Required action: Every record is to be returned as written, with no omissions.

(Stored items)
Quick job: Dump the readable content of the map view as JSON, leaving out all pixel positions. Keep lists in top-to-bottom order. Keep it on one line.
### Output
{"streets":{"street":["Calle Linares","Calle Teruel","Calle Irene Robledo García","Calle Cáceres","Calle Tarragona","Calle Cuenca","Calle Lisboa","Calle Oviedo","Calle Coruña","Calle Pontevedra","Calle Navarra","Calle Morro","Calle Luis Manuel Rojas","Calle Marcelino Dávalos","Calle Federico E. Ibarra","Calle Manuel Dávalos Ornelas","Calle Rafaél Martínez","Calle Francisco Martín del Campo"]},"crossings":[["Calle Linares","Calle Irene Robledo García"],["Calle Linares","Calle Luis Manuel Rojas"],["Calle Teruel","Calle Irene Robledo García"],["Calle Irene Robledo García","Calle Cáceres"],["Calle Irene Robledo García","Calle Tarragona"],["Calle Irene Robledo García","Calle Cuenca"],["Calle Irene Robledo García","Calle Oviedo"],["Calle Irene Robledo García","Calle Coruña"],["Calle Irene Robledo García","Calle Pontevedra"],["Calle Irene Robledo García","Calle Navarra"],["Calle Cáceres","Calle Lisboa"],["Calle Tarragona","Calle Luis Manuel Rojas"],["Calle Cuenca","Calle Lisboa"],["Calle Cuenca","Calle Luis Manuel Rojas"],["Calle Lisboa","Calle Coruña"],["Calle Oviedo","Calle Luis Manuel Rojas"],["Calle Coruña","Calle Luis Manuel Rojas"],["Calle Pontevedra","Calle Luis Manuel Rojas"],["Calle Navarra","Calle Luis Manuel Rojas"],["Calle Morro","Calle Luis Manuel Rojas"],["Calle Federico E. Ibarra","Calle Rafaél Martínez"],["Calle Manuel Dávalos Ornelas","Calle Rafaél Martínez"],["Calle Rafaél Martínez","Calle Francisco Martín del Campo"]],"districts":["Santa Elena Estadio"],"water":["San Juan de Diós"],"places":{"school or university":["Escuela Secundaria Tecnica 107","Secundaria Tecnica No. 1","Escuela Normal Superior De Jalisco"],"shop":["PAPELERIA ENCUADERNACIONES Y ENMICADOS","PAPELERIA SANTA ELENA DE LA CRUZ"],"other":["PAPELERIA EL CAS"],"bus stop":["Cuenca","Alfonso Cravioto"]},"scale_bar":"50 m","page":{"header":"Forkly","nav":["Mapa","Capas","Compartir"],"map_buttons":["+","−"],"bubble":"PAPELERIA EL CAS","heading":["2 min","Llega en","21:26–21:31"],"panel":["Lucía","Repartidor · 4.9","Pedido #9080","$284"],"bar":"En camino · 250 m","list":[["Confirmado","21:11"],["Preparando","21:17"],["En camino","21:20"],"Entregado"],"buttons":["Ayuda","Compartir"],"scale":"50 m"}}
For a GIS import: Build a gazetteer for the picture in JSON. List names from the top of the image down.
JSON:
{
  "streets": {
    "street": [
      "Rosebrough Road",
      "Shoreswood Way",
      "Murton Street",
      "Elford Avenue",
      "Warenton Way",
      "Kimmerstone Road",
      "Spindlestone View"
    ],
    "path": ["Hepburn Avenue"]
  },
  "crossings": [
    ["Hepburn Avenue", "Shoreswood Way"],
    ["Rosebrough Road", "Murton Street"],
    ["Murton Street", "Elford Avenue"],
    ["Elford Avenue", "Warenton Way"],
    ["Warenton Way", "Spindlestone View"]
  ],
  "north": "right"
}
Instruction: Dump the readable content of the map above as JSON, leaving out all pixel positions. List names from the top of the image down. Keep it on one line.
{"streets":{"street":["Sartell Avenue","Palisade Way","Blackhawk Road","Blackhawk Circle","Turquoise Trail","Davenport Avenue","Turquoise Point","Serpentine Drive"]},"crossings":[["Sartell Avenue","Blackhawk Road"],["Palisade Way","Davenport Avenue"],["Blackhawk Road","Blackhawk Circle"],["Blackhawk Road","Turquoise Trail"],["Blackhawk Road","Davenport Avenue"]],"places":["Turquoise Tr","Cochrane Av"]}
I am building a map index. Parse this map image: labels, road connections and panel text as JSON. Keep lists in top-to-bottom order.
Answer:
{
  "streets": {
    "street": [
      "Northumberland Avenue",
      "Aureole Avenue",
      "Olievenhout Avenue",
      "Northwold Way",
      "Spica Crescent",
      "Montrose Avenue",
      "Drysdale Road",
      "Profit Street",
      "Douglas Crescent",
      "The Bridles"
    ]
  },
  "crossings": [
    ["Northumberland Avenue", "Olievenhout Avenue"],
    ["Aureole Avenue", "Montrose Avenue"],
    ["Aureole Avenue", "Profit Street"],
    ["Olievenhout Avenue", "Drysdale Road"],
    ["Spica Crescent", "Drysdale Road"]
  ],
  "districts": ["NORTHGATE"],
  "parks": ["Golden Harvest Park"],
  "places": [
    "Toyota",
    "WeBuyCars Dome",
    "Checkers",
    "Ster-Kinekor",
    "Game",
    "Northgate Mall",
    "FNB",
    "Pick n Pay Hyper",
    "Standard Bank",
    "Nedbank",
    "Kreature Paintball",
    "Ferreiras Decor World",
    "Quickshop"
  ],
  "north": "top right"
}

Solution:
Quick job: Dump the readable content of the map view as JSON, leaving out all pixel positions. Keep lists in top-to-bottom order. Keep it on one line.
### Output
{"streets":{"street":["Calle Linares","Calle Teruel","Calle Irene Robledo García","Calle Cáceres","Calle Tarragona","Calle Cuenca","Calle Lisboa","Calle Oviedo","Calle Coruña","Calle Pontevedra","Calle Navarra","Calle Morro","Calle Luis Manuel Rojas","Calle Marcelino Dávalos","Calle Federico E. Ibarra","Calle Manuel Dávalos Ornelas","Calle Rafaél Martínez","Calle Francisco Martín del Campo"]},"crossings":[["Calle Linares","Calle Irene Robledo García"],["Calle Linares","Calle Luis Manuel Rojas"],["Calle Teruel","Calle Irene Robledo García"],["Calle Irene Robledo García","Calle Cáceres"],["Calle Irene Robledo García","Calle Tarragona"],["Calle Irene Robledo García","Calle Cuenca"],["Calle Irene Robledo García","Calle Oviedo"],["Calle Irene Robledo García","Calle Coruña"],["Calle Irene Robledo García","Calle Pontevedra"],["Calle Irene Robledo García","Calle Navarra"],["Calle Cáceres","Calle Lisboa"],["Calle Tarragona","Calle Luis Manuel Rojas"],["Calle Cuenca","Calle Lisboa"],["Calle Cuenca","Calle Luis Manuel Rojas"],["Calle Lisboa","Calle Coruña"],["Calle Oviedo","Calle Luis Manuel Rojas"],["Calle Coruña","Calle Luis Manuel Rojas"],["Calle Pontevedra","Calle Luis Manuel Rojas"],["Calle Navarra","Calle Luis Manuel Rojas"],["Calle Morro","Calle Luis Manuel Rojas"],["Calle Federico E. Ibarra","Calle Rafaél Martínez"],["Calle Manuel Dávalos Ornelas","Calle Rafaél Martínez"],["Calle Rafaél Martínez","Calle Francisco Martín del Campo"]],"districts":["Santa Elena Estadio"],"water":["San Juan de Diós"],"places":{"school or university":["Escuela Secundaria Tecnica 107","Secundaria Tecnica No. 1","Escuela Normal Superior De Jalisco"],"shop":["PAPELERIA ENCUADERNACIONES Y ENMICADOS","PAPELERIA SANTA ELENA DE LA CRUZ"],"other":["PAPELERIA EL CAS"],"bus stop":["Cuenca","Alfonso Cravioto"]},"scale_bar":"50 m","page":{"header":"Forkly","nav":["Mapa","Capas","Compartir"],"map_buttons":["+","−"],"bubble":"PAPELERIA EL CAS","heading":["2 min","Llega en","21:26–21:31"],"panel":["Lucía","Repartidor · 4.9","Pedido #9080","$284"],"bar":"En camino · 250 m","list":[["Confirmado","21:11"],["Preparando","21:17"],["En camino","21:20"],"Entregado"],"buttons":["Ayuda","Compartir"],"scale":"50 m"}}
For a GIS import: Build a gazetteer for the picture in JSON. List names from the top of the image down.
JSON:
{
  "streets": {
    "street": [
      "Rosebrough Road",
      "Shoreswood Way",
      "Murton Street",
      "Elford Avenue",
      "Warenton Way",
      "Kimmerstone Road",
      "Spindlestone View"
    ],
    "path": ["Hepburn Avenue"]
  },
  "crossings": [
    ["Hepburn Avenue", "Shoreswood Way"],
    ["Rosebrough Road", "Murton Street"],
    ["Murton Street", "Elford Avenue"],
    ["Elford Avenue", "Warenton Way"],
    ["Warenton Way", "Spindlestone View"]
  ],
  "north": "right"
}
Instruction: Dump the readable content of the map above as JSON, leaving out all pixel positions. List names from the top of the image down. Keep it on one line.
{"streets":{"street":["Sartell Avenue","Palisade Way","Blackhawk Road","Blackhawk Circle","Turquoise Trail","Davenport Avenue","Turquoise Point","Serpentine Drive"]},"crossings":[["Sartell Avenue","Blackhawk Road"],["Palisade Way","Davenport Avenue"],["Blackhawk Road","Blackhawk Circle"],["Blackhawk Road","Turquoise Trail"],["Blackhawk Road","Davenport Avenue"]],"places":["Turquoise Tr","Cochrane Av"]}
I am building a map index. Parse this map image: labels, road connections and panel text as JSON. Keep lists in top-to-bottom order.
Answer:
{
  "streets": {
    "street": [
      "Northumberland Avenue",
      "Aureole Avenue",
      "Olievenhout Avenue",
      "Northwold Way",
      "Spica Crescent",
      "Montrose Avenue",
      "Drysdale Road",
      "Profit Street",
      "Douglas Crescent",
      "The Bridles"
    ]
  },
  "crossings": [
    ["Northumberland Avenue", "Olievenhout Avenue"],
    ["Aureole Avenue", "Montrose Avenue"],
    ["Aureole Avenue", "Profit Street"],
    ["Olievenhout Avenue", "Drysdale Road"],
    ["Spica Crescent", "Drysdale Road"]
  ],
  "districts": ["NORTHGATE"],
  "parks": ["Golden Harvest Park"],
  "places": [
    "Toyota",
    "WeBuyCars Dome",
    "Checkers",
    "Ster-Kinekor",
    "Game",
    "Northgate Mall",
    "FNB",
    "Pick n Pay Hyper",
    "Standard Bank",
    "Nedbank",
    "Kreature Paintball",
    "Ferreiras Decor World",
    "Quickshop"
  ],
  "north": "top right"
}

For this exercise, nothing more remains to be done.